WHAT THE TASK ASKS: Every line of the data below should be retyped exactly, with no images carried over.

INFORMATION SHOWN:

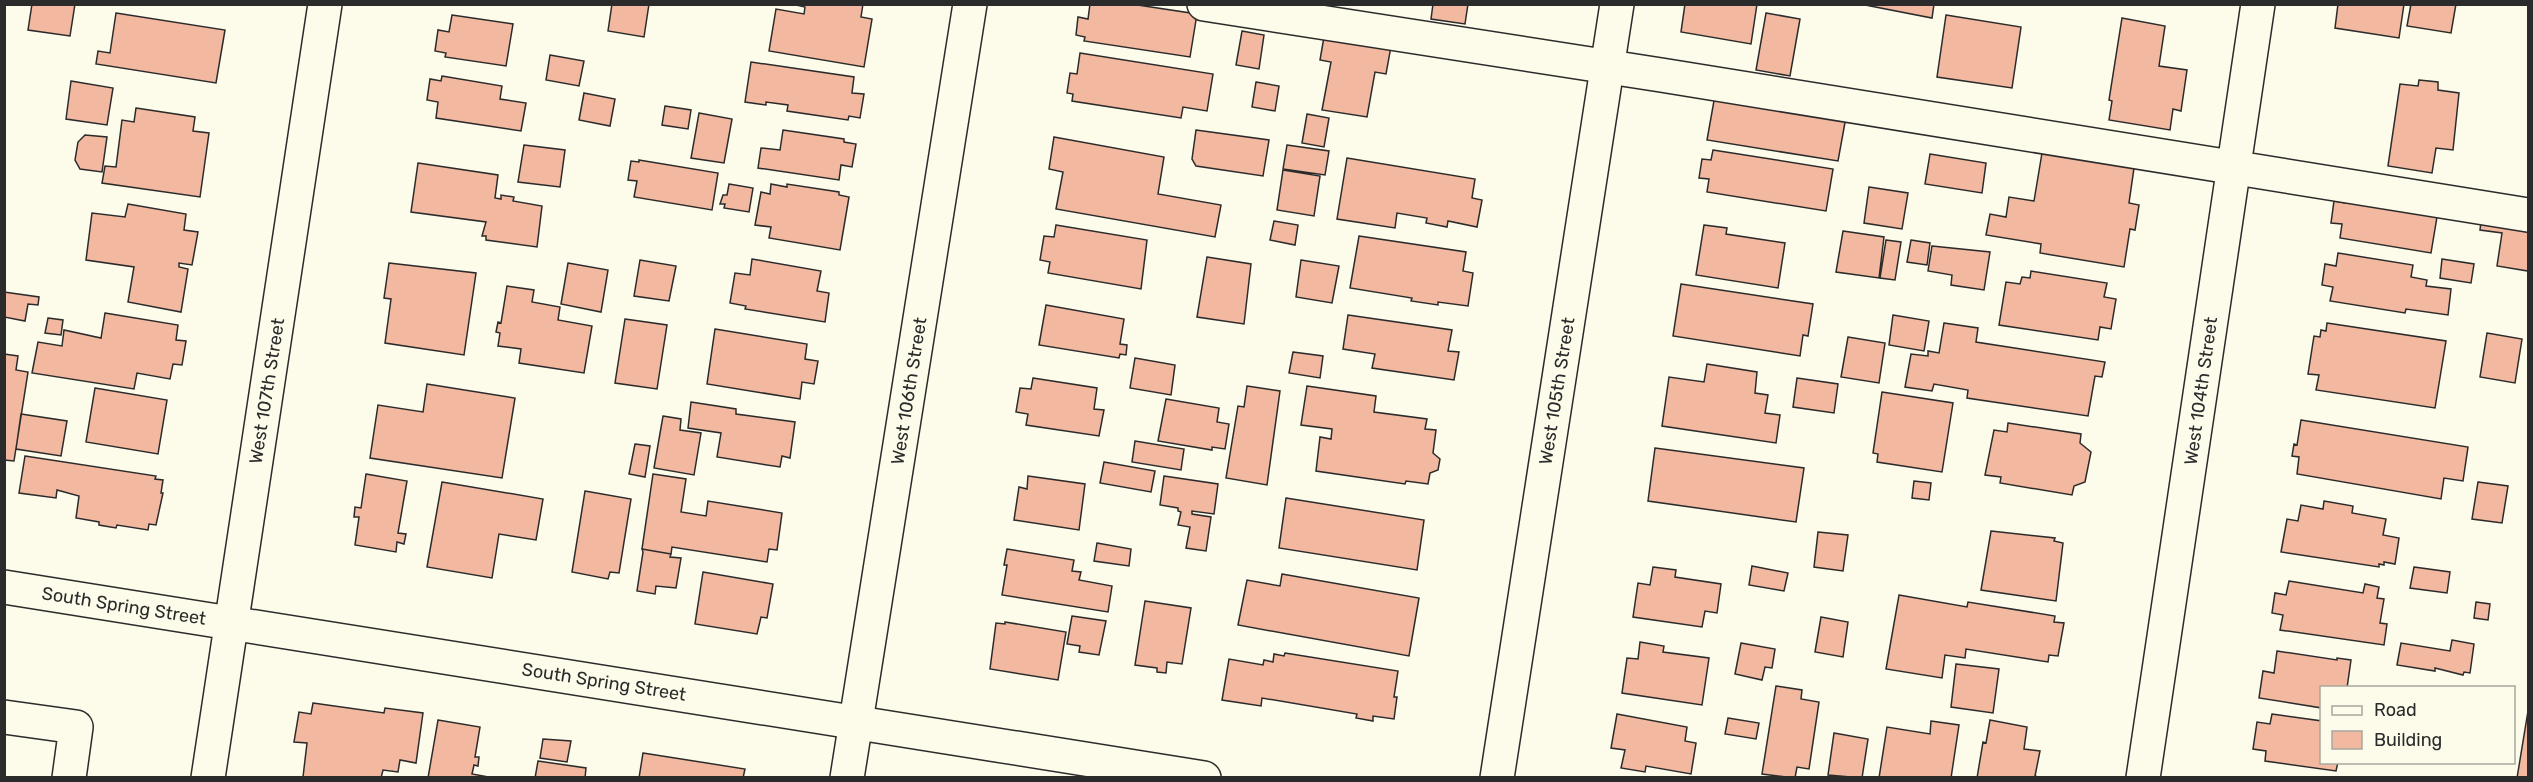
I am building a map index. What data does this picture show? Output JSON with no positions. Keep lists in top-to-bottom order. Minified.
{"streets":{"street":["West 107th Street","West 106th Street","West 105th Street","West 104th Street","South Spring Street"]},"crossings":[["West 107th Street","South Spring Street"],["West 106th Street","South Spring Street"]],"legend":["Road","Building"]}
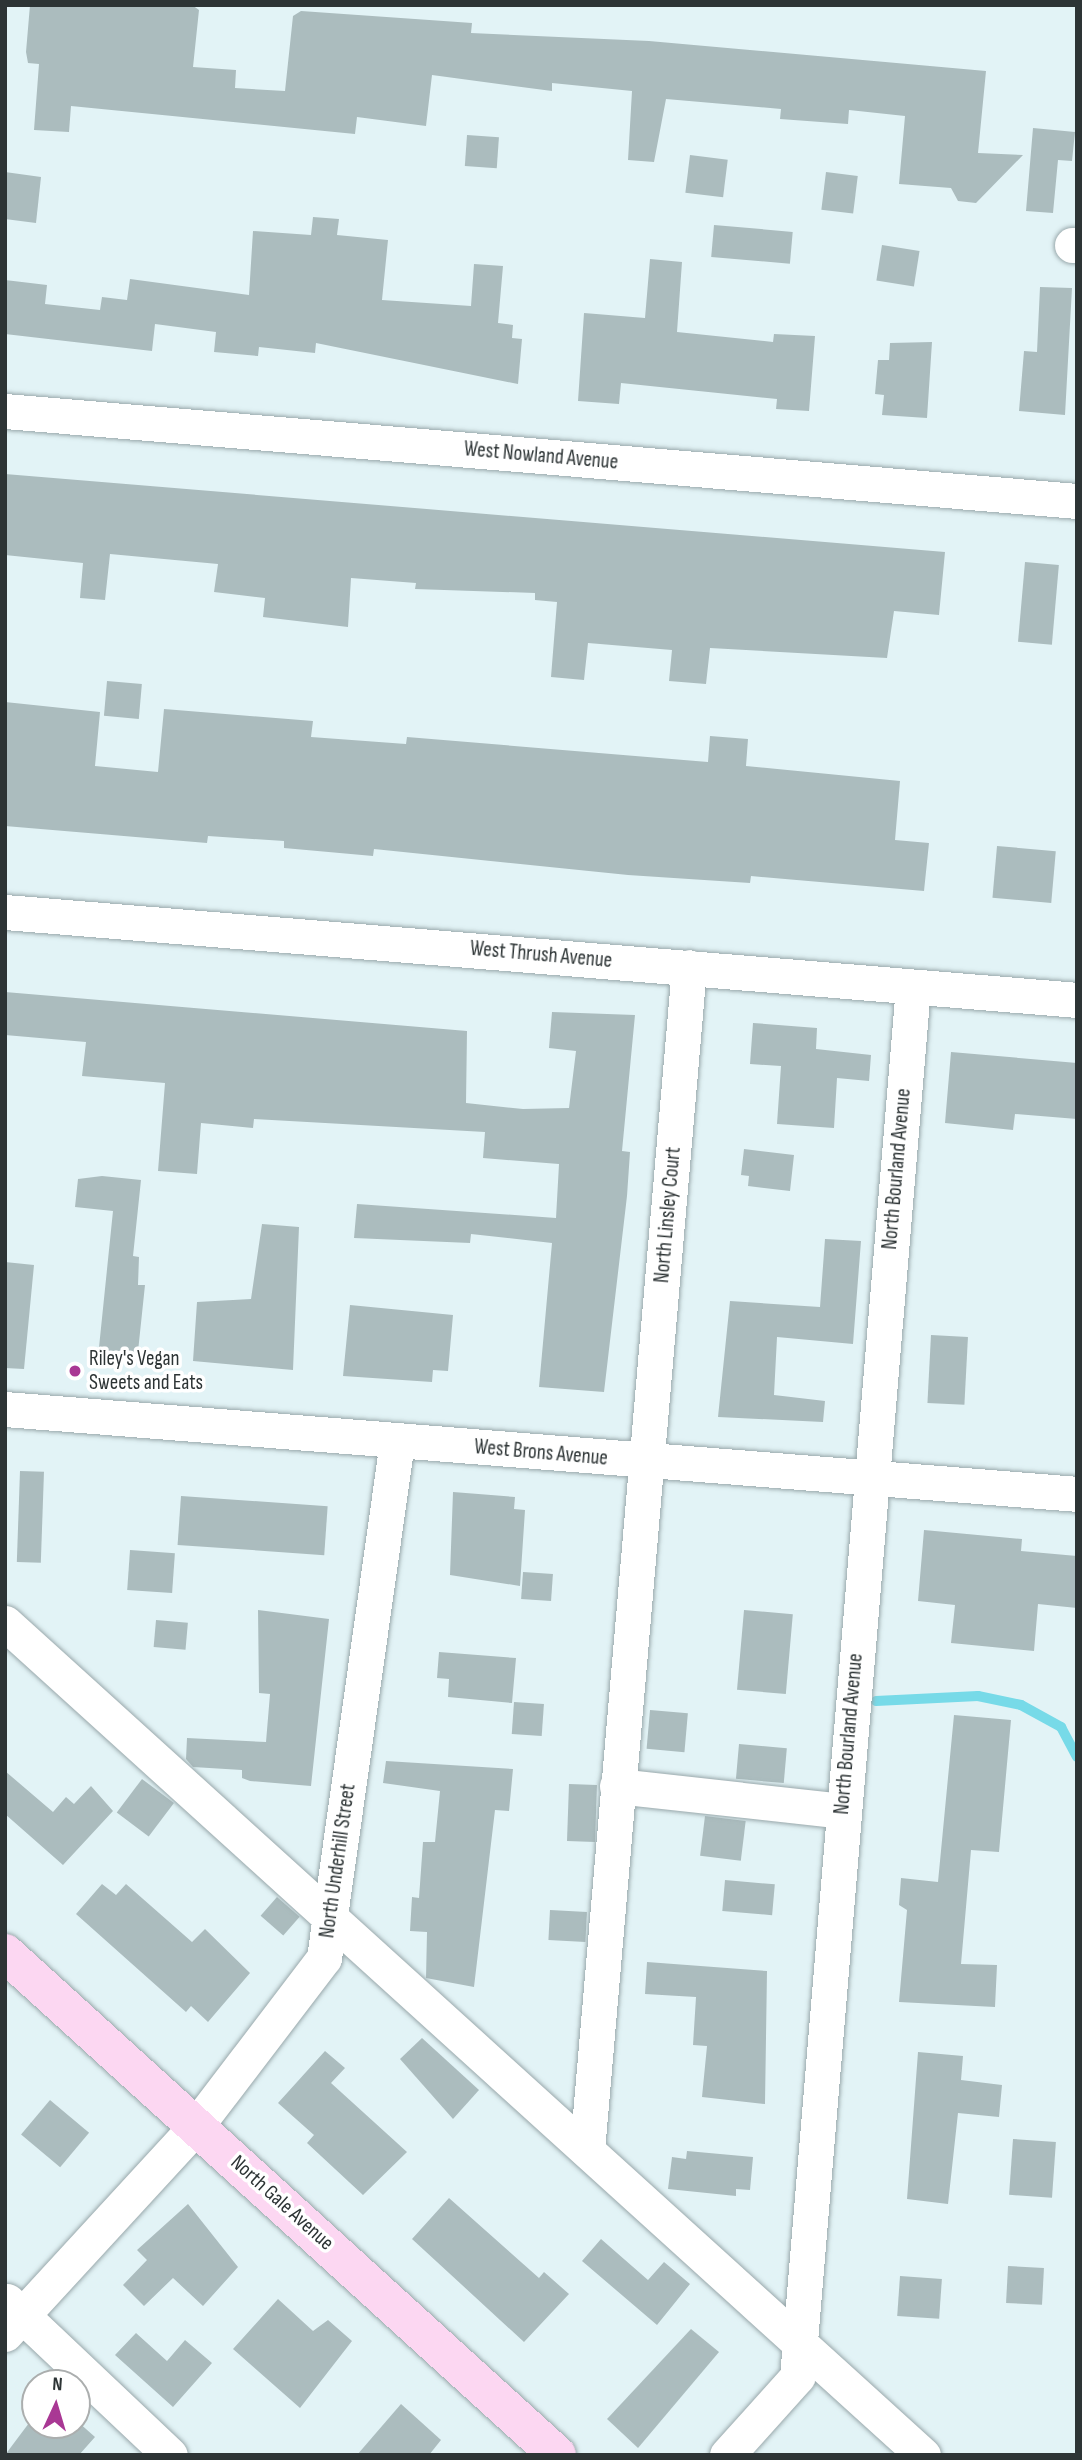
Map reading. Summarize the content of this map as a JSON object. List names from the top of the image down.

SOLUTION FOR THIS PROBLEM:
I am building a map index. What data does this picture show? Output JSON with no positions. Keep lists in top-to-bottom order. Minified.
{"streets":{"street":["West 107th Street","West 106th Street","West 105th Street","West 104th Street","South Spring Street"]},"crossings":[["West 107th Street","South Spring Street"],["West 106th Street","South Spring Street"]],"legend":["Road","Building"]}
Map reading. Summarize the content of this map as a JSON object. List names from the top of the image down.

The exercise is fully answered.